One of the freelancing hats I wear these days is graphic design for the California Institute of Technology’s award-winning Engineering & Science magazine, and its latest issue contains a really fascinating article on the Netflix Prize contest (2006-’09) that awarded a million dollars to the person/team who best improved the company’s algorithm for predicting its user ratings.
I’m sure most readers here have received their fair share of movie predictions from any number of websites, ranging from the accurate to the absurd.
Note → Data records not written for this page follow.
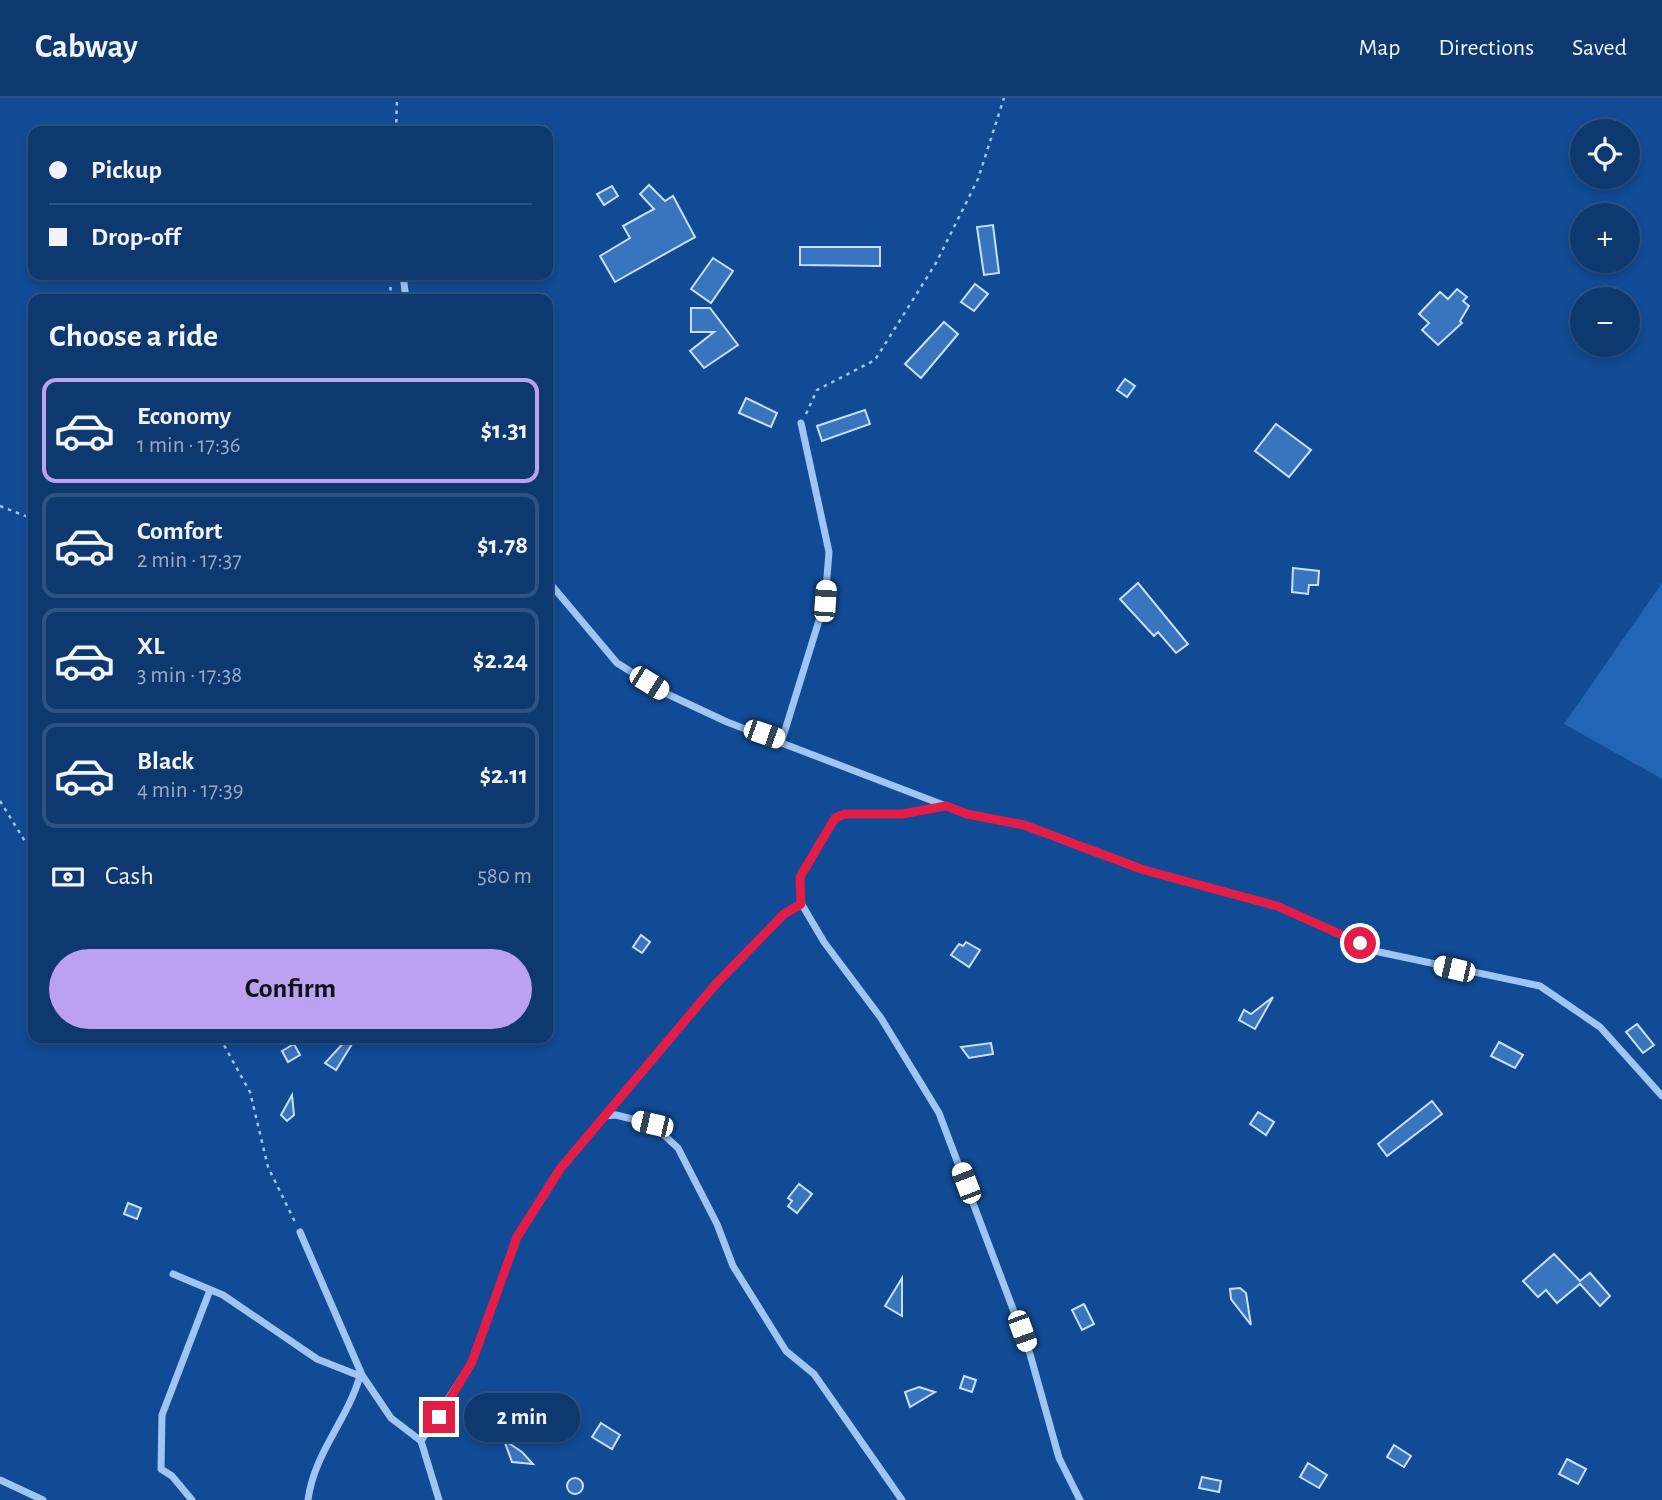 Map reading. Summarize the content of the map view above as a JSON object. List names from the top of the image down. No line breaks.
{"page":{"header":"Cabway","nav":["Map","Directions","Saved"],"map_buttons":["+","−"],"banner":["Pickup","Drop-off"],"heading":"Choose a ride","list":[{"name":"Economy","note":"1 min · 17:36","value":"$1.31"},{"name":"Comfort","note":"2 min · 17:37","value":"$1.78"},{"name":"XL","note":"3 min · 17:38","value":"$2.24"},{"name":"Black","note":"4 min · 17:39","value":"$2.11"}],"pay":["Cash","580 m"],"buttons":"Confirm","bubble":"2 min"}} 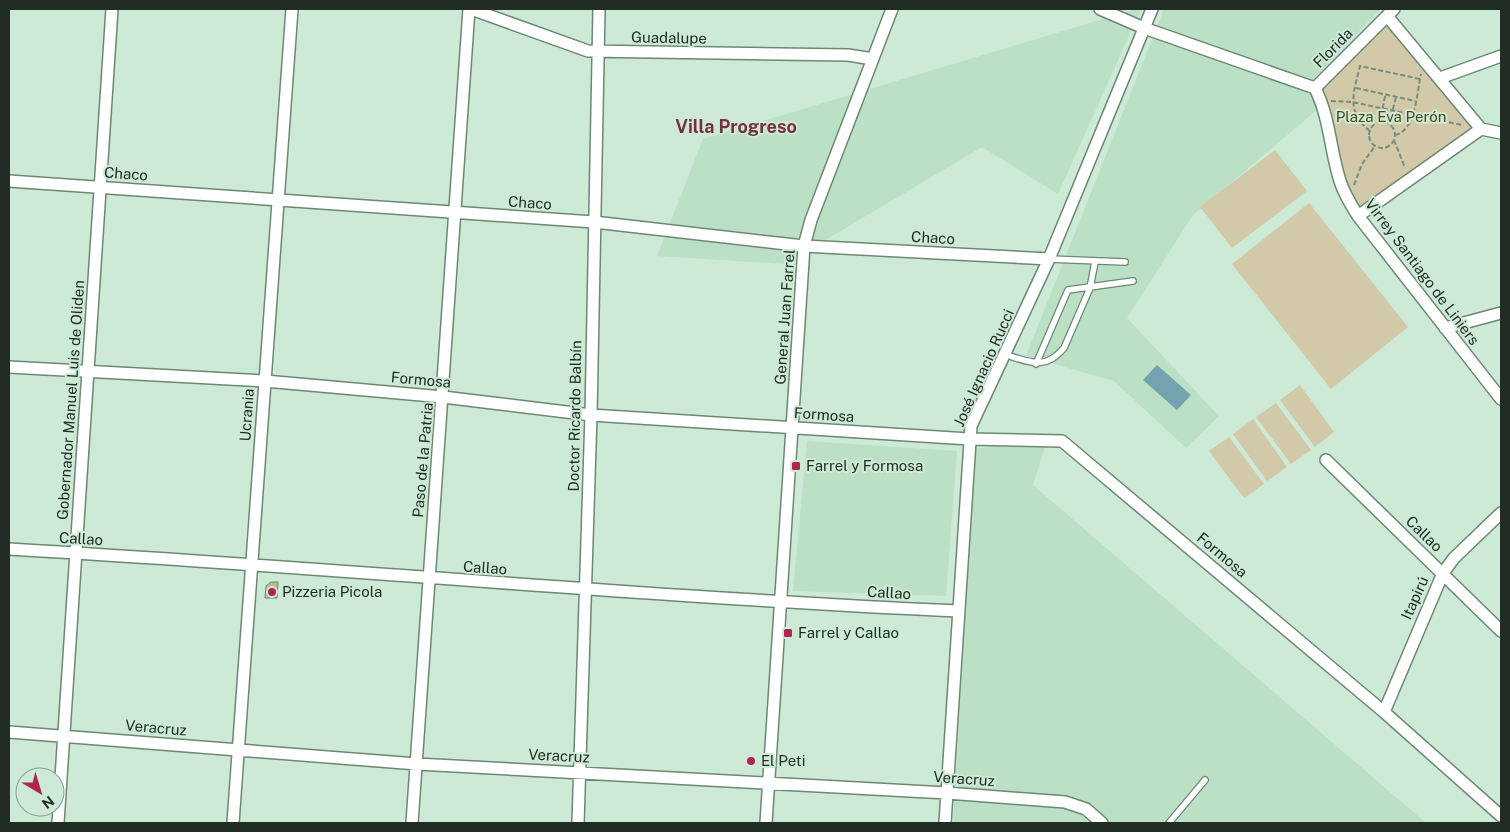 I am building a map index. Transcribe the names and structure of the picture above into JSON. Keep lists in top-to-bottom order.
{
  "streets": {
    "street": [
      "Guadalupe",
      "Florida",
      "Chaco",
      "Virrey Santiago de Liniers",
      "General Juan Farrel",
      "José Ignacio Rucci",
      "Formosa",
      "Gobernador Manuel Luis de Oliden",
      "Ucrania",
      "Doctor Ricardo Balbín",
      "Paso de la Patria",
      "Callao",
      "Itapirú",
      "Veracruz"
    ]
  },
  "crossings": [
    ["Guadalupe", "General Juan Farrel"],
    ["Guadalupe", "Doctor Ricardo Balbín"],
    ["Guadalupe", "Paso de la Patria"],
    ["Florida", "Virrey Santiago de Liniers"],
    ["Chaco", "General Juan Farrel"],
    ["Chaco", "José Ignacio Rucci"],
    ["Chaco", "Gobernador Manuel Luis de Oliden"],
    ["Chaco", "Ucrania"],
    ["Chaco", "Doctor Ricardo Balbín"],
    ["Chaco", "Paso de la Patria"],
    ["General Juan Farrel", "Formosa"],
    ["General Juan Farrel", "Callao"],
    ["General Juan Farrel", "Veracruz"],
    ["José Ignacio Rucci", "Formosa"],
    ["José Ignacio Rucci", "Callao"],
    ["José Ignacio Rucci", "Veracruz"],
    ["Formosa", "Gobernador Manuel Luis de Oliden"],
    ["Formosa", "Ucrania"],
    ["Formosa", "Doctor Ricardo Balbín"],
    ["Formosa", "Paso de la Patria"],
    ["Formosa", "Itapirú"],
    ["Gobernador Manuel Luis de Oliden", "Callao"],
    ["Gobernador Manuel Luis de Oliden", "Veracruz"],
    ["Ucrania", "Callao"],
    ["Ucrania", "Veracruz"],
    ["Doctor Ricardo Balbín", "Callao"],
    ["Doctor Ricardo Balbín", "Veracruz"],
    ["Paso de la Patria", "Callao"],
    ["Paso de la Patria", "Veracruz"],
    ["Callao", "Itapirú"]
  ],
  "districts": ["Villa Progreso"],
  "parks": ["Plaza Eva Perón"],
  "places": {
    "transit": ["Farrel y Formosa", "Farrel y Callao"],
    "other": ["Pizzeria Picola", "El Peti"]
  },
  "north": "bottom right"
}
A few months ago, Amazon.com actually sent me this email: “As someone who has purchased or rated The Philadelphia Story, you might like to know that Furry Hamsters From Hell is now available.” This wasn’t a practical joke, it was a real attempt to persuade me to click on their website and spend $19.95. On the other hand it sometimes gets it right, like when it told me that based on my previous purchases, I might be interested in the upcoming Alamar (2009) from Film Movement.
“Recommend a Movie, Win a Million Bucks” (it’s a PDF) is written by Joseph Sill, an analytics consultant who spent “the better part of a year” competing with programmers around the world, hoping to discover the right statistical combination that would generate the most accurate predictions by July 26, 2009. The article is a fun–even suspenseful–and informative read, a crash course in machine learning rife with movie references.